On trouve enfin dans le tome premier du Journal : « 17 mai 1857. — On ne conçoit que dans le repos et comme dans le sommeil de l’activité morale. Les émotions sont contraires à la gestation des livres. Ceux qui imaginent ne doivent pas vivre. Il faut des jours réguliers, calmes, apaisés, un état bourgeois de tout l’être, un recueillement bonnet de coton, pour mettre au jour du grand, du tourmenté, du dramatique. Les gens qui se dépensent trop dans la passion ou dans le tressautement d’une existence nerveuse, ne feront pas d’œuvre et auront épuisé leur vie à vivre. »

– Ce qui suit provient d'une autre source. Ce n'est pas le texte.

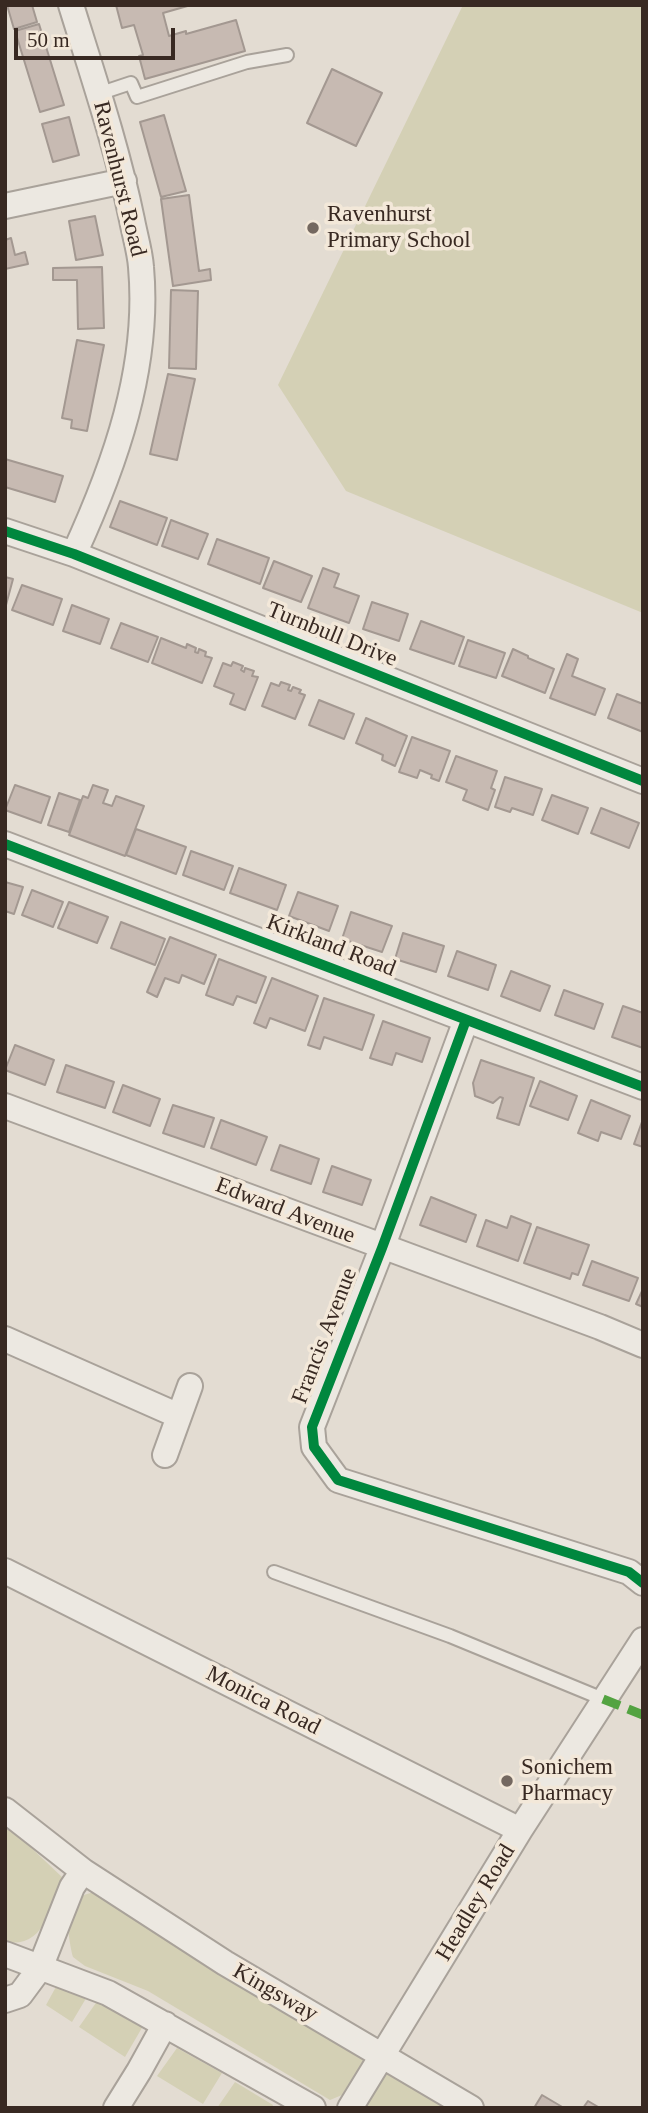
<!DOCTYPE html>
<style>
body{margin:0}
#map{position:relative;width:648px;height:2113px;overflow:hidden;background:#e3dcd2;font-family:"Times New Roman",serif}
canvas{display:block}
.frame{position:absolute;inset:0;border:7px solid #382922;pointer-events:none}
.scale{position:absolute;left:14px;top:28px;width:161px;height:32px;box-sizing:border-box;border:4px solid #382922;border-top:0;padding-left:9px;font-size:21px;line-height:24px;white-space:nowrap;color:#382922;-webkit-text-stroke:5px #f3e8d9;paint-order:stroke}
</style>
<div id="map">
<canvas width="648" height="2113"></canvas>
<div class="frame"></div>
<div class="scale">50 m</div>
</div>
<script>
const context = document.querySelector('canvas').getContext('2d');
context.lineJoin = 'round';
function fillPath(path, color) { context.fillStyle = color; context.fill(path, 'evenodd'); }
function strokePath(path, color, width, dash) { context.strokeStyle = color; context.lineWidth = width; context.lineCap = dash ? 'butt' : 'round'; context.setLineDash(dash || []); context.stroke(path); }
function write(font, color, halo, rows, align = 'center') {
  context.font = font + ' "Times New Roman",serif'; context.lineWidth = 7; context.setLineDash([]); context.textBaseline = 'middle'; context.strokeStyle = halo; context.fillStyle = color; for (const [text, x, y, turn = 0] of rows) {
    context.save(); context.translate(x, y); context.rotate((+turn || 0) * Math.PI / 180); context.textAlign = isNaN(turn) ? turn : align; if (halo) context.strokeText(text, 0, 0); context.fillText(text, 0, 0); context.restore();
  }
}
const green = new Path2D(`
 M 463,5 L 643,5 L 643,613 L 346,491 L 278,385 Z
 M 5,1823 L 62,1877 C 51,1906 45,1949 5,1942 Z
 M 97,1892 L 363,2055 L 363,2061 L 342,2095 L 330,2100 L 148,1991 L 85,1966 L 73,1957 C 67,1931 61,1895 97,1892 Z
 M 57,1985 L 88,1995 L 72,2022 L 46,2005 Z
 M 98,2000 L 143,2026 L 125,2057 L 79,2027 Z
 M 177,2048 L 222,2073 L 203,2104 L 157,2076 Z
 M 388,2071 L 455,2108 L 365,2108 Z
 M 235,2082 L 273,2105 L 272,2108 L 217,2108 Z`);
const building = new Path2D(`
 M 7,5 L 32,5 L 37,22 L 14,29 Z
 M 116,5 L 191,5 L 163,13 L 169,36 L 186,31 L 186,34 L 236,20 L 245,51 L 145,79 L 139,56 L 143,55 L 134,25 L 122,28 Z
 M 39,24 L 64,105 L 40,112 L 15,31 Z
 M 332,69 L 382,93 L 356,146 L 307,123 Z
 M 164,115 L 186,191 L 161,197 L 140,122 Z
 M 69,117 L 79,155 L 53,162 L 42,124 Z
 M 189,195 L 199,271 L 210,269 L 211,280 L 173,286 L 161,199 Z
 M 95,216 L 103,255 L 76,260 L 69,221 Z
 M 11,238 L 15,255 L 25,252 L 28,264 L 5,269 L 5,240 Z
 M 102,267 L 104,328 L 78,329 L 77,280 L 53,280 L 53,268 Z
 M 171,290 L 198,291 L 196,369 L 169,368 Z
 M 77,340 L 104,345 L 87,431 L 71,428 L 72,420 L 62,418 Z
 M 168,374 L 195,379 L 177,460 L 150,454 Z
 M 5,459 L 63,476 L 55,502 L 5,487 Z
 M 120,501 L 167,518 L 157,545 L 110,527 Z
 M 171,520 L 208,534 L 198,559 L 162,546 Z
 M 217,539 L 269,558 L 260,584 L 208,564 Z
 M 274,561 L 312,576 L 301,602 L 263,588 Z
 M 323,568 L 339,574 L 334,587 L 359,596 L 349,623 L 308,608 Z
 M 5,577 L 13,579 L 6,605 L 5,605 Z
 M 22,585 L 62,599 L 53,625 L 12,610 Z
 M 372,602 L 408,614 L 399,641 L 363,629 Z
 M 72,605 L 109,619 L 100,644 L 63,631 Z
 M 421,621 L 464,637 L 454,664 L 410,649 Z
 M 121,623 L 158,637 L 148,662 L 111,648 Z
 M 161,638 L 186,648 L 187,644 L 196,648 L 195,652 L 198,653 L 199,649 L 206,652 L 205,656 L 212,658 L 202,683 L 152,663 Z
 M 468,640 L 505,653 L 496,678 L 459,666 Z
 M 513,649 L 528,656 L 528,658 L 554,669 L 545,693 L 502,676 Z
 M 567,654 L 578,659 L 572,676 L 605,689 L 595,715 L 550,698 Z
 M 233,662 L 243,666 L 241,670 L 244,672 L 245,668 L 254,671 L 252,676 L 258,677 L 245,710 L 230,704 L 234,694 L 214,686 L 223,663 L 231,666 Z
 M 281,682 L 290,685 L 288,690 L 291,691 L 293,687 L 301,690 L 299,693 L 305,695 L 295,719 L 262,706 L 271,683 L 279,686 Z
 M 617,694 L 643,704 L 643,732 L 608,718 Z
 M 319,700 L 354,714 L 344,739 L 309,725 Z
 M 366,718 L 407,736 L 395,766 L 382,760 L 383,755 L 356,743 Z
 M 412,737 L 450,751 L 439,781 L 431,778 L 432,775 L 420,770 L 417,778 L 399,772 Z
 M 456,756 L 497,771 L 491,788 L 495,790 L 488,810 L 463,800 L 467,790 L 446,782 Z
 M 505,777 L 542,789 L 533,815 L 512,808 L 510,812 L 495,807 Z
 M 15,785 L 50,797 L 41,823 L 5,810 Z
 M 93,785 L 108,790 L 103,803 L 112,806 L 116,796 L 144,806 L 125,856 L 69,835 L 83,796 L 88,798 Z
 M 59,793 L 80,800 L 69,832 L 48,825 Z
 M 552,795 L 588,808 L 578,834 L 542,820 Z
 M 601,808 L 639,823 L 629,848 L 591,833 Z
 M 136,829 L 186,847 L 176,874 L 126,855 Z
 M 191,851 L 233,866 L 224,890 L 183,875 Z
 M 239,868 L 286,885 L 277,910 L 230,893 Z
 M 5,882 L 23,887 L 14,914 L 5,911 Z
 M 32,890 L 63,902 L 53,927 L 22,915 Z
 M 298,892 L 338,906 L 329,931 L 289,916 Z
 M 69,902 L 108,917 L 97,943 L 58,928 Z
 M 351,912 L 392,926 L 382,952 L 342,939 Z
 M 121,922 L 165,939 L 155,965 L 111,948 Z
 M 403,933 L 444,946 L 436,972 L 395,959 Z
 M 170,937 L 216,955 L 204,984 L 182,975 L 179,983 L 165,978 L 157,997 L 147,992 Z
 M 457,951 L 496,965 L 488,990 L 448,976 Z
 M 219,959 L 266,977 L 256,1003 L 237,996 L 233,1005 L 206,995 Z
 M 511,971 L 550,986 L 540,1011 L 501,996 Z
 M 272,978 L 318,996 L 305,1031 L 270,1018 L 266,1028 L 254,1023 Z
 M 564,990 L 603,1004 L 594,1029 L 555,1015 Z
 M 324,998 L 374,1015 L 362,1050 L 324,1037 L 320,1049 L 308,1045 Z
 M 623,1006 L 643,1013 L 643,1048 L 612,1037 Z
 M 383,1021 L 430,1038 L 422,1062 L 396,1053 L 392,1065 L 370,1058 Z
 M 15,1045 L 54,1060 L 45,1085 L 5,1070 Z
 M 481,1060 L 534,1078 L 519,1125 L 497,1118 L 503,1098 L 500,1097 L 493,1103 L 475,1096 L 473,1083 Z
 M 66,1065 L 114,1082 L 105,1108 L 57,1092 Z
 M 540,1081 L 577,1096 L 568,1120 L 530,1106 Z
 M 123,1085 L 160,1099 L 150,1126 L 113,1112 Z
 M 591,1100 L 630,1116 L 621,1139 L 601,1132 L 598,1141 L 578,1133 Z
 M 173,1105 L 214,1118 L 204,1147 L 163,1133 Z
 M 643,1119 L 643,1147 L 634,1144 Z
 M 221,1120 L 267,1137 L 256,1165 L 211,1148 Z
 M 280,1145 L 319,1159 L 311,1184 L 271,1170 Z
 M 332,1166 L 371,1180 L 362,1205 L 323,1192 Z
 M 431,1197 L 476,1215 L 466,1242 L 420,1225 Z
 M 511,1216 L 531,1224 L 518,1261 L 477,1246 L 486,1220 L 507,1228 Z
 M 537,1227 L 589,1245 L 578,1275 L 572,1273 L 570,1279 L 524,1263 Z
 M 592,1261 L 638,1278 L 629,1301 L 583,1285 Z
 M 643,1289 L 643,1307 L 636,1304 Z
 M 542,2095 L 564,2108 L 534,2108 Z
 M 588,2101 L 600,2108 L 583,2108 Z`);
const service = new Path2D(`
 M 98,94 L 131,83 L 137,97 L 247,62 L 287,55
 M 274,1572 L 450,1636 L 603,1699`);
const minor = new Path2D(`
 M 71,5 C 93,76 117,147 132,220 C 135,236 140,252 141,267 C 150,367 115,465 74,554
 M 5,206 L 124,181
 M 5,531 L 74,554 L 643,781
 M 5,844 L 643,1087
 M 466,1020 L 382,1248 L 312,1427 L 314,1447 L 338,1480 L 629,1572 L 643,1583
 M 5,1106 L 600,1327 L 643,1345
 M 5,1339 L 179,1416
 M 165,1455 L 190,1386
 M 5,1571 L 520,1830
 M 5,1810 L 83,1871 L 225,1963 L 471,2108
 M 5,1954 L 108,1993 L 313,2108
 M 5,2000 L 20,1995 L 40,1968 L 72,1887 L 83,1871
 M 116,2108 L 139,2071 L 165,2024
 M 350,2108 L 520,1830 L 643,1640`);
const quiet = new Path2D(`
 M 603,1699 L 643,1715`);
const cycleway = new Path2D(`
 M 5,531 L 74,554 L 643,781
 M 5,844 L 643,1087
 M 466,1020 L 382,1248 L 312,1427 L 314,1447 L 338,1480 L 629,1572 L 643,1583`);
const markers = [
 [313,228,7,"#746860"],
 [507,1781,7,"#746860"]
];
const streetNames = [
 ["Ravenhurst Road",119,179,76],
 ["Turnbull Drive",332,635,22],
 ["Kirkland Road",331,946,21],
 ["Edward Avenue",285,1211,21],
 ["Francis Avenue",325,1336,-69],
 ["Monica Road",263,1701,27],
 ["Headley Road",476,1903,-59],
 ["Kingsway",275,1993,30]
];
const poiNames = [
 ["Ravenhurst",327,215],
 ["Primary School",327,241],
 ["Sonichem",521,1768],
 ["Pharmacy",521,1794]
];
fillPath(green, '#d4d0b5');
fillPath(building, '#c7bab2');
strokePath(building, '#a39891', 2);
strokePath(service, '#a9a29a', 16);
strokePath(minor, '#a9a29a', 28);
strokePath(service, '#ece8e1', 12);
strokePath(minor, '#ece8e1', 24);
strokePath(quiet, '#53a341', 9, [18, 9]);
strokePath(cycleway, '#00873e', 10);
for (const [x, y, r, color] of markers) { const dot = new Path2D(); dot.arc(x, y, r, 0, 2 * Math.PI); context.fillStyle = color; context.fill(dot); strokePath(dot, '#f3e8d9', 2.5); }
write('23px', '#382922', '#f3e8d9', streetNames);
write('23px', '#382922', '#f3e8d9', poiNames, 'left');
</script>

Quand il s’agissait d’un livre à faire, les deux frères, longuement, dans la fumée inspiratrice du tabac, arrangeaient le plan, combinaient, convenaient de tel morceau de description qu’ils se rappelaient avoir serré, tout vivant, dans leur herbier de notes. Le sujet à traiter se décomposait bientôt dans leur esprit en un certain nombre de tableaux distincts, l’œuvre naissait avec ses membres divers, son commencement et sa fin. C’est à ces deux extrêmes qu’ils s’attaquaient d’abord, comme aux parties les plus importantes. Chacun s’enfermait dans une chambre et composait le même chapitre. À la lecture, on choisissait le meilleur.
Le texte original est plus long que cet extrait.